__Problem to solve__.
Where a line has odd spacing or punctuation, keep it; transcribe all the entries exactly.
Start of Source material
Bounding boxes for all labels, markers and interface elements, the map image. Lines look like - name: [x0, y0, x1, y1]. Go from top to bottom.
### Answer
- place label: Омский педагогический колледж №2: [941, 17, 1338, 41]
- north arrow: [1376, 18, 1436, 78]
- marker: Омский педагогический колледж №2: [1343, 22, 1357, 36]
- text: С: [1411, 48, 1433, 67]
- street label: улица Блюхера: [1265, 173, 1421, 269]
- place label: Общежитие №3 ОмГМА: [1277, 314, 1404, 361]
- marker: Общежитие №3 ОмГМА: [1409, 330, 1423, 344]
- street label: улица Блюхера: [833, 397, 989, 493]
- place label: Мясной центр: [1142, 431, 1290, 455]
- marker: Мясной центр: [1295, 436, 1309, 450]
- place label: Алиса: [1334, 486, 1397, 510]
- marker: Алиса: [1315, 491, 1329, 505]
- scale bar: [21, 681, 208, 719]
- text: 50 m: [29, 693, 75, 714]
End of Source material
__Task answer__.
Bounding boxes for all labels, markers and interface elements, the map image. Lines look like - name: [x0, y0, x1, y1]. Go from top to bottom.
### Answer
- place label: Омский педагогический колледж №2: [941, 17, 1338, 41]
- north arrow: [1376, 18, 1436, 78]
- marker: Омский педагогический колледж №2: [1343, 22, 1357, 36]
- text: С: [1411, 48, 1433, 67]
- street label: улица Блюхера: [1265, 173, 1421, 269]
- place label: Общежитие №3 ОмГМА: [1277, 314, 1404, 361]
- marker: Общежитие №3 ОмГМА: [1409, 330, 1423, 344]
- street label: улица Блюхера: [833, 397, 989, 493]
- place label: Мясной центр: [1142, 431, 1290, 455]
- marker: Мясной центр: [1295, 436, 1309, 450]
- place label: Алиса: [1334, 486, 1397, 510]
- marker: Алиса: [1315, 491, 1329, 505]
- scale bar: [21, 681, 208, 719]
- text: 50 m: [29, 693, 75, 714]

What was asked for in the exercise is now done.